The ACC mixed up the records of two people and used the medical notes of one to decide how much compensation the other – a survivor of sexual abuse – should receive.
By Anusha Bradley for rnz.co.nz
Sarah* discovered the error last month after requesting a copy of her file and a digital fingerprint of her sensitive request, after suspecting her own privacy had been breached.
Instead, her request led to the violation of someone else’s privacy. Sarah was given her own file and among the documents was the 2018 disability assessment report written by an ACC psychiatrist used to determine the level of financial compensation she received from the agency.
“It was the first time I had seen him…and I was crying in frustration because there was so much she had [the psychiatrist] got it wrong,” Sarah said.
She quickly discovered the reason for the errors: medical notes belonging to another ACC client with a similar name to hers had been attached to the report and appeared to have been used to inform the psychiatrist’s report.
Sarah immediately alerted ACC to the error. “I asked them to shred this report because it contains so many untruths. I was told they could not destroy it, but I could attach a statement to the report correcting the wrong parts.”
“I said [to ACC]”How many people do you know who call for a privacy breach, and when they finally send you the information you want, you have a huge privacy breach attached to your case?”
“It’s crazy,” she said.
In a statement, the ACC acknowledged errors were made in Sarah’s medical records. “We can confirm that another customer’s five pages of information were mistakenly uploaded to [Sarah’s] file. We have contacted the customer to let them know this has happened,” ACC Customer Recovery Manager Phil Riley said.
“We regret the distress that the inaccuracies in [Sarah’s] report have caused. Supplier [the psychiatrist] is currently overseas and we will engage with her to discuss issues upon her return. In the meantime, we have offered [Sarah] a statement of correction to the report.”
Sarah said she didn’t feel like re-reading the assessment looking for errors because it was so upsetting. “I just can’t bring myself to go through this again.”
She was also concerned that she had not been asked to sign for two courier packages containing her files – and the notes of the other VAC client – even though VAC had requested that the delivery be signed for. “The first package was dropped off in my neighbour’s mailbox. The second has just been delivered to me,” she says.
The ACC acknowledged that the courier did not follow its own protocols.
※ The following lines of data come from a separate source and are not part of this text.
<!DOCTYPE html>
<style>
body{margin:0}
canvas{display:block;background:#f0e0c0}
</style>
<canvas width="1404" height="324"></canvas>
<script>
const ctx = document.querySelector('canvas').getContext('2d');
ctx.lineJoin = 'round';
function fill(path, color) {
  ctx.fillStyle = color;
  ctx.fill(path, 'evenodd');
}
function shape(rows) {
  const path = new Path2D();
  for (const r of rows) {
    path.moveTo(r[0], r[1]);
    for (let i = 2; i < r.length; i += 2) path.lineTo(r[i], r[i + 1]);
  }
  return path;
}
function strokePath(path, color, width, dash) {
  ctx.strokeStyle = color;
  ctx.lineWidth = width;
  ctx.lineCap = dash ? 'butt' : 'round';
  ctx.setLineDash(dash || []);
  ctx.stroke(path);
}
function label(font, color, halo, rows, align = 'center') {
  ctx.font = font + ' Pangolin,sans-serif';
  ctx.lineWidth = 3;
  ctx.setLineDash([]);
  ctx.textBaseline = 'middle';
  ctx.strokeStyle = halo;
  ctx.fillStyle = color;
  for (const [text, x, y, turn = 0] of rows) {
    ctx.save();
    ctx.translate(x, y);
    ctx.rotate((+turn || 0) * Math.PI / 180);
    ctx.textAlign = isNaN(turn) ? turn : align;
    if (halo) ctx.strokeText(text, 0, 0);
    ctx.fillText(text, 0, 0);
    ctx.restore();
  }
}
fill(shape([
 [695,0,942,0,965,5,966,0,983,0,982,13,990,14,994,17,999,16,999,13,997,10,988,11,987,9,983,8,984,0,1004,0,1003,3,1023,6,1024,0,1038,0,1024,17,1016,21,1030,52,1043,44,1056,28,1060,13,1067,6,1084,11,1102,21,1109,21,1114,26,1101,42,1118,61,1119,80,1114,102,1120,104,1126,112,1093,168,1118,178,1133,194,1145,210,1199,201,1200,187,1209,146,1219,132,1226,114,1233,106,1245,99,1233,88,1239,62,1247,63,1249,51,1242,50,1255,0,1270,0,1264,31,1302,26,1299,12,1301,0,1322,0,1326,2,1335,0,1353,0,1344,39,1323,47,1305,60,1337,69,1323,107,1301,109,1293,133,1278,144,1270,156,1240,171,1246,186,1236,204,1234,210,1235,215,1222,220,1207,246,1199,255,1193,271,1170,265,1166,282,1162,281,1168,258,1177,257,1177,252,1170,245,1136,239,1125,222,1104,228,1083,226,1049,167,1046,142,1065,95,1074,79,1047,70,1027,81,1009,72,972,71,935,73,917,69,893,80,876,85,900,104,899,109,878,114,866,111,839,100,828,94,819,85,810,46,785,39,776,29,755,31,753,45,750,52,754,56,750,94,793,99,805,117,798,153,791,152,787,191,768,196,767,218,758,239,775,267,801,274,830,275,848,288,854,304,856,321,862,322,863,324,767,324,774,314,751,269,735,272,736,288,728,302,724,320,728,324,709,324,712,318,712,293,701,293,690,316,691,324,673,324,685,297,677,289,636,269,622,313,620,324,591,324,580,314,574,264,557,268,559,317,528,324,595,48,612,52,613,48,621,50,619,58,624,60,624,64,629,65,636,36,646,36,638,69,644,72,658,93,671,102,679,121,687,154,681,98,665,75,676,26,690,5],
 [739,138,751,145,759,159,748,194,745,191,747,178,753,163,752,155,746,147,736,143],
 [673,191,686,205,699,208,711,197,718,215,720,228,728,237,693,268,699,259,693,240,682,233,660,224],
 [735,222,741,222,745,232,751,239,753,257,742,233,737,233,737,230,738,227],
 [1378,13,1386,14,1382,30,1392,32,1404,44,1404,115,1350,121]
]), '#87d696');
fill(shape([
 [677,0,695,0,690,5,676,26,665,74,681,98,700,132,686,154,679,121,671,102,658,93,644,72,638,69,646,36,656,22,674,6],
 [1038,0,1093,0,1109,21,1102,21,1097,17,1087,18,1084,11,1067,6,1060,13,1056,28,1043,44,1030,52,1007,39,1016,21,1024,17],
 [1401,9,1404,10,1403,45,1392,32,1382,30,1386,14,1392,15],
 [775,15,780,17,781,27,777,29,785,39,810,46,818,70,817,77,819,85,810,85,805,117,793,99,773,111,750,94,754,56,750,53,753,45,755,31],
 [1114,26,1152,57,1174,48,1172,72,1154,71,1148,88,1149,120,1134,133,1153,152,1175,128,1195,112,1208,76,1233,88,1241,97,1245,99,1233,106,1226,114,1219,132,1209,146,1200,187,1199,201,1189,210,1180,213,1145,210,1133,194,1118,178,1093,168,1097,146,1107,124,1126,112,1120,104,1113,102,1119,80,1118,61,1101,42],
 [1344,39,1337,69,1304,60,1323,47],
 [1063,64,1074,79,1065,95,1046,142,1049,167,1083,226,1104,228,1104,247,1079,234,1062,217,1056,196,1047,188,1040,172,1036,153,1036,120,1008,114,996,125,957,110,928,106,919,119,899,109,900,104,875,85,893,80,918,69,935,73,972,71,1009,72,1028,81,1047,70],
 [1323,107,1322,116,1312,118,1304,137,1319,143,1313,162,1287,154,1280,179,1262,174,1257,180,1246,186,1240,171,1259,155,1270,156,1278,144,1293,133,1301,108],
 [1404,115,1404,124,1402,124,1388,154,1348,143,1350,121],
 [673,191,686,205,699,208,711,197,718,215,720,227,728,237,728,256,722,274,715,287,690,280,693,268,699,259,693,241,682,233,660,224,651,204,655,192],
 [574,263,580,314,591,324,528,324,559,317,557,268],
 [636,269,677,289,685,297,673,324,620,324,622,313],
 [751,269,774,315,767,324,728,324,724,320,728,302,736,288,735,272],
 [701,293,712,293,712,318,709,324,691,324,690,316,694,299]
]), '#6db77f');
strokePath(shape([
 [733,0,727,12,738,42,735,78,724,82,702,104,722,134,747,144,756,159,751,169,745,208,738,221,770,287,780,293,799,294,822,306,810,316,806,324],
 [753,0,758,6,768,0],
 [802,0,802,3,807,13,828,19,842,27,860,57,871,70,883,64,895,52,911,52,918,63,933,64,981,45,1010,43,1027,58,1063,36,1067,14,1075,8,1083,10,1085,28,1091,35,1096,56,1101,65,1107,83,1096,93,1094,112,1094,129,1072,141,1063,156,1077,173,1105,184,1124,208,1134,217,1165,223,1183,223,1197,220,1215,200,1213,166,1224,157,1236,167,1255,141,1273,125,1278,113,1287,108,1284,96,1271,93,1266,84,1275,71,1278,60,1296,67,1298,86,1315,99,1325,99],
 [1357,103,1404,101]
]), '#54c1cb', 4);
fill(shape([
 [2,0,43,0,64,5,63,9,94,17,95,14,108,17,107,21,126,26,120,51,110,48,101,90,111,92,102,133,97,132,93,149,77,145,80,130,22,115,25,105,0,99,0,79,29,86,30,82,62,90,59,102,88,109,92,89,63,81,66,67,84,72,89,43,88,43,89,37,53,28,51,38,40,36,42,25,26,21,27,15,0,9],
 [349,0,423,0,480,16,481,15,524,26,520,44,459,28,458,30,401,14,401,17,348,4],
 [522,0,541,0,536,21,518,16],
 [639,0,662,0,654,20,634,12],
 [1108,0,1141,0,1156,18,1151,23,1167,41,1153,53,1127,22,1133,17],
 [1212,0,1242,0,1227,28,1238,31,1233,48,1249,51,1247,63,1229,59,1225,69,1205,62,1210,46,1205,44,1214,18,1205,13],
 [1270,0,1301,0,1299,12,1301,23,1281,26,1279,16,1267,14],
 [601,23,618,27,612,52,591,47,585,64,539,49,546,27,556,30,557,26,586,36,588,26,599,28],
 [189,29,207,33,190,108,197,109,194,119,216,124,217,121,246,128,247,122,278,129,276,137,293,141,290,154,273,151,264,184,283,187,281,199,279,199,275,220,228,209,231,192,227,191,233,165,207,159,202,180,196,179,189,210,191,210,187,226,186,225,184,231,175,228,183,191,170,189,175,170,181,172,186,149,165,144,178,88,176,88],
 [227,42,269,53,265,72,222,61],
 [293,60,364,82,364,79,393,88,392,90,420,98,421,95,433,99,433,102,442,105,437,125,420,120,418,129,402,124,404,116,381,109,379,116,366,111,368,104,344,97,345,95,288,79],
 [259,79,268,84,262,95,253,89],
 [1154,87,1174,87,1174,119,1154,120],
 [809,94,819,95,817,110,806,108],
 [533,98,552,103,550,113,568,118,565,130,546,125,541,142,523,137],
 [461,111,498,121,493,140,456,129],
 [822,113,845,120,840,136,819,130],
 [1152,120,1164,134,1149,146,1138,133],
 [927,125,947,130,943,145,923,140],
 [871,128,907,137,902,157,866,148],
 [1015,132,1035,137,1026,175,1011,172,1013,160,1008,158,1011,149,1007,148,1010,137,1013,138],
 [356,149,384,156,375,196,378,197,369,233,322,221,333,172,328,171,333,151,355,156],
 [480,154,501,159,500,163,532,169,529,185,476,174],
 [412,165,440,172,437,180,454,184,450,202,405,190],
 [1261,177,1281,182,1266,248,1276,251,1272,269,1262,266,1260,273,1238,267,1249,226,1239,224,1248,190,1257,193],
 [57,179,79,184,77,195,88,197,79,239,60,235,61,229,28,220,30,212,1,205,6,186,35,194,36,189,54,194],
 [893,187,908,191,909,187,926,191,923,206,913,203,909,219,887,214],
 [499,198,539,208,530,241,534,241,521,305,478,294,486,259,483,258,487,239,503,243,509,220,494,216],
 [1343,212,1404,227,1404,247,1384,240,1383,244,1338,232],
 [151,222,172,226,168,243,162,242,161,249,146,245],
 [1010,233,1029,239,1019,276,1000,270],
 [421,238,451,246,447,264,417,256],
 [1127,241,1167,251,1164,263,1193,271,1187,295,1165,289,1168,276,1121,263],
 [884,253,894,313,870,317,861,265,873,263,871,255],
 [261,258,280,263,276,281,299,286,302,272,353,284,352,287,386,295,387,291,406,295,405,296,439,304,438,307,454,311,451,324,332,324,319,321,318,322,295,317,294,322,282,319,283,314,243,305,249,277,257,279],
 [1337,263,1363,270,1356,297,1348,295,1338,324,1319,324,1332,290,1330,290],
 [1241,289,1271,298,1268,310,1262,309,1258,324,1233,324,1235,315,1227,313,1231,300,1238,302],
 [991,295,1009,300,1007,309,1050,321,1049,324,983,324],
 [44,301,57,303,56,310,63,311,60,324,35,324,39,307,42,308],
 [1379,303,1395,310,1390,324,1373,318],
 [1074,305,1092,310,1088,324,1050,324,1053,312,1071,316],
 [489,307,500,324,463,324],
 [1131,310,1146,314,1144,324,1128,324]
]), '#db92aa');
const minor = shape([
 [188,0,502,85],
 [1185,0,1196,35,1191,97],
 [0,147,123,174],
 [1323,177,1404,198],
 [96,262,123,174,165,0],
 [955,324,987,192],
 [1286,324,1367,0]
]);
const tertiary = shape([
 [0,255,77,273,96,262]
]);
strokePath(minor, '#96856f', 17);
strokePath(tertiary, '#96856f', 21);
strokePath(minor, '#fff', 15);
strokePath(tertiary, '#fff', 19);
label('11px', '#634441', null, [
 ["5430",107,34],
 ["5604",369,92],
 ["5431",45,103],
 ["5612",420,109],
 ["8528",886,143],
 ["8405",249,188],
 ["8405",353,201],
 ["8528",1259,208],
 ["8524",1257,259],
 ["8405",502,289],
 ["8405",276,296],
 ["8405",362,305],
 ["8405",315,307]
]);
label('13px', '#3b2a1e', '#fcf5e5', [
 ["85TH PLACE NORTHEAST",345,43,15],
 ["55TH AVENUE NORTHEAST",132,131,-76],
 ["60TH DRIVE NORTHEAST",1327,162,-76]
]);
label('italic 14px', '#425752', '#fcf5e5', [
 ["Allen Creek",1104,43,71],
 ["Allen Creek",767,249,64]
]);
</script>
“In both cases the courier did not meet our expectations. We have written to our courier company and will meet with them to discuss how we can ensure this does not happen again.”
The digital fingerprint of Sarah’s sensitive claims file showed it had been accessed once in the past two years, by an ACC employee reviewing a rehab program Sarah had attended.
The employee’s name was originally withheld, despite the inclusion of other employee names, until Sarah requested that the name be released.
Sarah felt her privacy had been violated because the ACC had not asked permission to open her file, but the agency said access was “warranted”.
“This type of analysis is part of our responsibility under ACC law and we are satisfied that access to your complaint was both lawful and appropriate and for legitimate business purposes.”
Sarah said the whole episode was “very painful” and that she would like the ACC to officially apologize for the mistakes he made.
*Name has been changed.
**This story originally stated that the psychiatrist’s report was completed ten years ago when it was completed in 2018. It also stated that RNZ requested an interview with the ACC when he had asked the ACC questions in an email. Both of these errors have been corrected.